In light of the social cost of carbon analysis in the Exception SFEIS addressing the same areas, the Court finds that the omission of a social cost of carbon analysis from the leasing SFEIS was not an abuse of discretion. While such a project-specific analysis could be helpful, the Agencies' reasoned decision that it was unnecessary to provide a project-level analysis with revisions specific to the potential repeal of the Clean Power Plan does not constitute an omission "significant enough to defeat the goals of informed decisionmaking and informed public comment." Lee , 354 F.3d at 1237 (citing Utahns for Better Transp. , 305 F.3d at 1163 ). At best, plaintiffs' argument suggests that the repeal of the Clean Power Plan would lead to burning more coal for power generation because less fuels with lower expected greenhouse gas impacts would be substituted for coal.
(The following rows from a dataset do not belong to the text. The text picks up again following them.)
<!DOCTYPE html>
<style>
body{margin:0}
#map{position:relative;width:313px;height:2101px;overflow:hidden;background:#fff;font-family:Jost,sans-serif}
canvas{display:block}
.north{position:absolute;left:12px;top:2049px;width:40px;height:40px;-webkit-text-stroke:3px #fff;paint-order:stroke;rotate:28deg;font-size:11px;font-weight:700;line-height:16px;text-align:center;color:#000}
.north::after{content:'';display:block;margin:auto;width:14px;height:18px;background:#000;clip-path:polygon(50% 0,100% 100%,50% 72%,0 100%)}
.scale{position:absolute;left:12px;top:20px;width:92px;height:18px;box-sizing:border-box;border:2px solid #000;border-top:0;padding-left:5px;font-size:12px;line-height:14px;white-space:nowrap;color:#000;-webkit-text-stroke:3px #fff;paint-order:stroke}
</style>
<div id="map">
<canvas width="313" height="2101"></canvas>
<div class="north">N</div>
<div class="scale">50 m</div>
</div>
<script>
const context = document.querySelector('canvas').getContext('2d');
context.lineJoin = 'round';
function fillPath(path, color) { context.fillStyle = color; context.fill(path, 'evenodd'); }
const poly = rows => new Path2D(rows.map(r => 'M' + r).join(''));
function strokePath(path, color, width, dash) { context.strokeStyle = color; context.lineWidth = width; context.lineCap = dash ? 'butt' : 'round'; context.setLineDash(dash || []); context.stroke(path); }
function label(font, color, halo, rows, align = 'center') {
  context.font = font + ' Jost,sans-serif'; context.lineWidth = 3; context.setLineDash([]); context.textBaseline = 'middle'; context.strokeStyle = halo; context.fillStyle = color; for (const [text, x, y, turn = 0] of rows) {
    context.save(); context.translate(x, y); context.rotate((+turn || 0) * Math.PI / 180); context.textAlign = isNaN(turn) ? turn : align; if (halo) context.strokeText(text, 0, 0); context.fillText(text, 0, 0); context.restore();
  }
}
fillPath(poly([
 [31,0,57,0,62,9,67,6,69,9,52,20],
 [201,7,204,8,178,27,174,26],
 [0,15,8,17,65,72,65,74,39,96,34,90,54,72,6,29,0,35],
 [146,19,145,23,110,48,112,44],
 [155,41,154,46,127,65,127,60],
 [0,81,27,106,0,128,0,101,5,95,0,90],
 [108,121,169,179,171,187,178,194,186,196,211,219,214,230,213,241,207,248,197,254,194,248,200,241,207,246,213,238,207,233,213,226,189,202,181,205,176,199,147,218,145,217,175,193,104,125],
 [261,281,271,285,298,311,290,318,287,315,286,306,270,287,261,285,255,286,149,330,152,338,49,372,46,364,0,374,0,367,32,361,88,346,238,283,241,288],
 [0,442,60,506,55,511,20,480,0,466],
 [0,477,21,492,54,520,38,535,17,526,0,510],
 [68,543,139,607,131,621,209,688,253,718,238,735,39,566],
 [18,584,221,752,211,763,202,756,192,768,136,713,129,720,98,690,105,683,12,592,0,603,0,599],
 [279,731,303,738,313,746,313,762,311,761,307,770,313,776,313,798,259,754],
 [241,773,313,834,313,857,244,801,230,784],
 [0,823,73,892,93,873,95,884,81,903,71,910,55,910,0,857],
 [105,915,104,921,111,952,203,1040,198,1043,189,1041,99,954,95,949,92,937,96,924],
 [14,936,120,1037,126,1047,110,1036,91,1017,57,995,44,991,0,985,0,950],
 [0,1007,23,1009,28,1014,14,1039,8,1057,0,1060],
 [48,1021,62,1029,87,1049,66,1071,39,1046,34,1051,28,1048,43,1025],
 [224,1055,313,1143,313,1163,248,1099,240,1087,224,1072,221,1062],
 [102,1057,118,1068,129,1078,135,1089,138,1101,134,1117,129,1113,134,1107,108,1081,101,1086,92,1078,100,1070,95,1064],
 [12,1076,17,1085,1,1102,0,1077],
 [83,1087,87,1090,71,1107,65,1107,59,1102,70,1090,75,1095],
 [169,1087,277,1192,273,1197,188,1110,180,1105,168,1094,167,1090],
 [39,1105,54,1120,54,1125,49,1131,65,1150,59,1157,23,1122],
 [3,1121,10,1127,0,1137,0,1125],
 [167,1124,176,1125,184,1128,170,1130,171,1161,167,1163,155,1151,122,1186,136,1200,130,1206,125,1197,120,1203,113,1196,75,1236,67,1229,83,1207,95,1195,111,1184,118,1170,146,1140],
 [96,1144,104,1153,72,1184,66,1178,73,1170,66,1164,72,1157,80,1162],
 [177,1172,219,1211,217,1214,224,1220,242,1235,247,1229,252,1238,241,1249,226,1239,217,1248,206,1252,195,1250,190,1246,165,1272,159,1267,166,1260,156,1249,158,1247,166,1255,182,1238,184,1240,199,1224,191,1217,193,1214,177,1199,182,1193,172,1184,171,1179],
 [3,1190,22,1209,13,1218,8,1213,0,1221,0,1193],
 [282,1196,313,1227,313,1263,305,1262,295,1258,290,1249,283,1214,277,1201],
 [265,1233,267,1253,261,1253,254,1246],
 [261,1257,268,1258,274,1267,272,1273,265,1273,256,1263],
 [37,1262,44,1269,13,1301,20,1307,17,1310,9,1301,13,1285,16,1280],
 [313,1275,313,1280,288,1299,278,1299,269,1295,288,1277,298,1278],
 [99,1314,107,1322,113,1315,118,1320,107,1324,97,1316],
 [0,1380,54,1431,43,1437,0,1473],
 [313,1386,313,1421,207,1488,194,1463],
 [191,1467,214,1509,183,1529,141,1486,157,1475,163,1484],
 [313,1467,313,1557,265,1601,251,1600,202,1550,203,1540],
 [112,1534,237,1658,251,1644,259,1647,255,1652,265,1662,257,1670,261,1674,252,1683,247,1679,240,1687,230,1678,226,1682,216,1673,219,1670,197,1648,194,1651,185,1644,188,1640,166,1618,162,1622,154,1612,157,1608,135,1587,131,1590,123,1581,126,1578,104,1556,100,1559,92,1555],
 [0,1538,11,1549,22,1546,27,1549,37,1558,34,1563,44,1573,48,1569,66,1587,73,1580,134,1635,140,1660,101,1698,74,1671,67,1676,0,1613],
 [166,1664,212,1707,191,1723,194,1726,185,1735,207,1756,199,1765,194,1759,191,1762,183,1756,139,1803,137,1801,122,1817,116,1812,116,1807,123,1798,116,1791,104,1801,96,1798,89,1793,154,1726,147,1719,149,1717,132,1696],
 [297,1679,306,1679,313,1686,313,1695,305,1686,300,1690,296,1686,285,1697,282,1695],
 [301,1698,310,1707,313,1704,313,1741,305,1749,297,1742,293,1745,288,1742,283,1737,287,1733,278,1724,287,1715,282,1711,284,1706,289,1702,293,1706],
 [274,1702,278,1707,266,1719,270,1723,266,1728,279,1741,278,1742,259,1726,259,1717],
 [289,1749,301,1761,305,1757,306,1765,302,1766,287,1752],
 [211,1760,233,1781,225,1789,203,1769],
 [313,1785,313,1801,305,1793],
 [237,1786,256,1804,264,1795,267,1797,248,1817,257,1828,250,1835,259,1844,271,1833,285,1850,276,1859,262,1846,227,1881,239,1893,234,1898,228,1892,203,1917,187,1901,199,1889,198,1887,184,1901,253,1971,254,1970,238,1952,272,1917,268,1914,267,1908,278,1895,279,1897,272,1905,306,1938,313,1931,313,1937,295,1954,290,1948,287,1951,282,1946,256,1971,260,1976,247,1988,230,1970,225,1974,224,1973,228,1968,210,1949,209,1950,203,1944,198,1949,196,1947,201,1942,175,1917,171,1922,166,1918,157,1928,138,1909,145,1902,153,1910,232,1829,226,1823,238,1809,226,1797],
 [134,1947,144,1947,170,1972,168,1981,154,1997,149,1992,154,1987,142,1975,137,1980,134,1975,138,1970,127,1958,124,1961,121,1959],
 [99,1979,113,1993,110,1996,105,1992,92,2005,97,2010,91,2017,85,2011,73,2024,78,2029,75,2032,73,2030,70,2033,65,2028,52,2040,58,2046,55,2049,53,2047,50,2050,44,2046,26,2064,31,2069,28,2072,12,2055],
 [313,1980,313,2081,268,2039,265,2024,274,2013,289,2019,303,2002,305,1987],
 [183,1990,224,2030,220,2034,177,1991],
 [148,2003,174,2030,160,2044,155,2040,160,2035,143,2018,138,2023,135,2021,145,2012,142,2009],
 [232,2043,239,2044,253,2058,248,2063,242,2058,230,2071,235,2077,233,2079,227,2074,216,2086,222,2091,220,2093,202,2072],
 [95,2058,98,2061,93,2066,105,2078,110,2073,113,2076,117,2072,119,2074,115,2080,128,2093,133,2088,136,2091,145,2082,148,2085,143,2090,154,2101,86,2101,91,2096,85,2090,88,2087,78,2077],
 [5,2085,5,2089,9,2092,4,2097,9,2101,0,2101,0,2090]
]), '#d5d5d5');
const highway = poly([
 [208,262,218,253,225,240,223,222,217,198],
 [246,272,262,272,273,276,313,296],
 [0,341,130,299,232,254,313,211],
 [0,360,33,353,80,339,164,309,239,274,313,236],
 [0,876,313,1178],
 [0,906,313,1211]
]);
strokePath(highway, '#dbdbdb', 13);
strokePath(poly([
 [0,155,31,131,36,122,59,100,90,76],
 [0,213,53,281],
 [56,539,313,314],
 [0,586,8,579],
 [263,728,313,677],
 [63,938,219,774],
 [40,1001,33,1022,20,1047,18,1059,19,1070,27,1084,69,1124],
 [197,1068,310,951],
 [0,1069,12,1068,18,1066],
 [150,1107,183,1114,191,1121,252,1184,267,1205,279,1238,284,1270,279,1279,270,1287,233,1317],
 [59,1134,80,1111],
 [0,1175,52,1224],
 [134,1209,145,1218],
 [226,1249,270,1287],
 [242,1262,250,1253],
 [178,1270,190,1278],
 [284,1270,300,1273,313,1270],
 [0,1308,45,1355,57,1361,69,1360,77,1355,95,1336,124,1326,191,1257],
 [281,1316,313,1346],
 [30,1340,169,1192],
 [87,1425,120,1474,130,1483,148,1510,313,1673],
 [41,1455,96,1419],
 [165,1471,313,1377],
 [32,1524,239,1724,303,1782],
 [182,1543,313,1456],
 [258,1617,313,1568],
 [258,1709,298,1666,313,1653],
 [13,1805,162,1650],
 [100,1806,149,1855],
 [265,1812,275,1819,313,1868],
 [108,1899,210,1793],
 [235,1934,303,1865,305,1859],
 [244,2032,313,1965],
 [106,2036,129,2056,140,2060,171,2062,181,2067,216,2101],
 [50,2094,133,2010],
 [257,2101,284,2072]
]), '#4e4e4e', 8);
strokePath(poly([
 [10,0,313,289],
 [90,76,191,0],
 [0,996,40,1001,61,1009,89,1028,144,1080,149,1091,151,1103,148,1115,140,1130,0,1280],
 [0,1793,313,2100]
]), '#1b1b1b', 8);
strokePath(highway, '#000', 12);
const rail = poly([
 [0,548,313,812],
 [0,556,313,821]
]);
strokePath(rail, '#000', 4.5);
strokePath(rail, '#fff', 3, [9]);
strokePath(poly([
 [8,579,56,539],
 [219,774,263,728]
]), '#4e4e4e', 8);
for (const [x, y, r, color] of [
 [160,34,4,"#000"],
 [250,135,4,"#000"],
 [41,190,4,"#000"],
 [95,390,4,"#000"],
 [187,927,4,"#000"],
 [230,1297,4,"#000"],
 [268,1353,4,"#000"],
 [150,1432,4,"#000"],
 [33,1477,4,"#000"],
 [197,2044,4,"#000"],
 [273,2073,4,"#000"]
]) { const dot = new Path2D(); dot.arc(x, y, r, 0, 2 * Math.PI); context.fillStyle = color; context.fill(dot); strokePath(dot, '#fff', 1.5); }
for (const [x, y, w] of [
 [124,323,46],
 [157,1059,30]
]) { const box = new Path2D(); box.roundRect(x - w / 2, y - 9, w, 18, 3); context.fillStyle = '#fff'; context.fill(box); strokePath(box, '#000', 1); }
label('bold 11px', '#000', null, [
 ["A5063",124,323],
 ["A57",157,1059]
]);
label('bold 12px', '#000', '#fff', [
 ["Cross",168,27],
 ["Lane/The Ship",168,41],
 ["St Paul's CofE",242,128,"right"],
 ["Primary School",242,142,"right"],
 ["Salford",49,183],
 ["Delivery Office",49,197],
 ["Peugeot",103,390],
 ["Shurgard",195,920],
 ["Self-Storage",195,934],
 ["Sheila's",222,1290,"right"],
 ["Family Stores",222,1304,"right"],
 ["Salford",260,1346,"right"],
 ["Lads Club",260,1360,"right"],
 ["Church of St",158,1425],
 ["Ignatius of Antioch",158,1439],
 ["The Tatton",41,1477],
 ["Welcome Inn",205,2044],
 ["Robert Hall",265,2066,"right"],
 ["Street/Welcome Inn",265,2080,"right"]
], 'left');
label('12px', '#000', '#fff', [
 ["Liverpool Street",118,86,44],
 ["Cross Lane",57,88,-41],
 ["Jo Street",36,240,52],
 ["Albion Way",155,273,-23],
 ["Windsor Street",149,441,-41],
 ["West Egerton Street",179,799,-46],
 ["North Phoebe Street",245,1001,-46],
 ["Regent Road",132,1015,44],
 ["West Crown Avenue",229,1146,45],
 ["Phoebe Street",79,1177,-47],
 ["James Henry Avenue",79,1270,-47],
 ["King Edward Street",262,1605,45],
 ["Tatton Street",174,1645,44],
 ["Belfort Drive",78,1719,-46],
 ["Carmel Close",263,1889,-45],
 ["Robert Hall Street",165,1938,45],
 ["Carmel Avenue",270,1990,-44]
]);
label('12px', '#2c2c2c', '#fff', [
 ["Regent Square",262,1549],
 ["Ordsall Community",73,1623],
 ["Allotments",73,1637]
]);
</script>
See, e.g. , FSLeasingII-0036293. As discussed above, however, the Agencies disclosed and discussed numerous technological, regulatory, and other factors in the Exception SFEIS that influence whether other fuels can be substituted for a particular type of coal, regardless of whether one particular regulation is in effect. Therefore, applying the "rule of reason standard" as it must, the Court finds that the omission of a social cost of carbon analysis addressing the likely repeal of the Clean Power Plan from the Leasing SFEIS does not amount to a deficiency significant enough to warrant reversal. Lee , 354 F.3d at 1237 ; Dombeck , 185 F.3d at 1172 ("Our objective is not to ‘fly speck’ the environmental impact statement, but rather, to make a ‘pragmatic judgment whether the [environmental impact statement]'s form, content and preparation foster both informed decision-making and informed public participation.’ " (quoting Oregon Envtl. Council v. Kunzman , 817 F.2d 484, 492 (9th Cir. 1987) ).
V. CONCLUSION
For the above-stated reasons, it is
ORDERED that the Motion of the Institute for Policy Integrity at New York University School of Law to Participate as Amicus Curiae and with Proposed Amicus Brief in Support of Plaintiffs [Docket No. 41] is GRANTED . It is further
ORDERED that the Agencies' decisions are AFFIRMED , judgment shall enter in favor of defendants, and this case shall be closed in its entirety.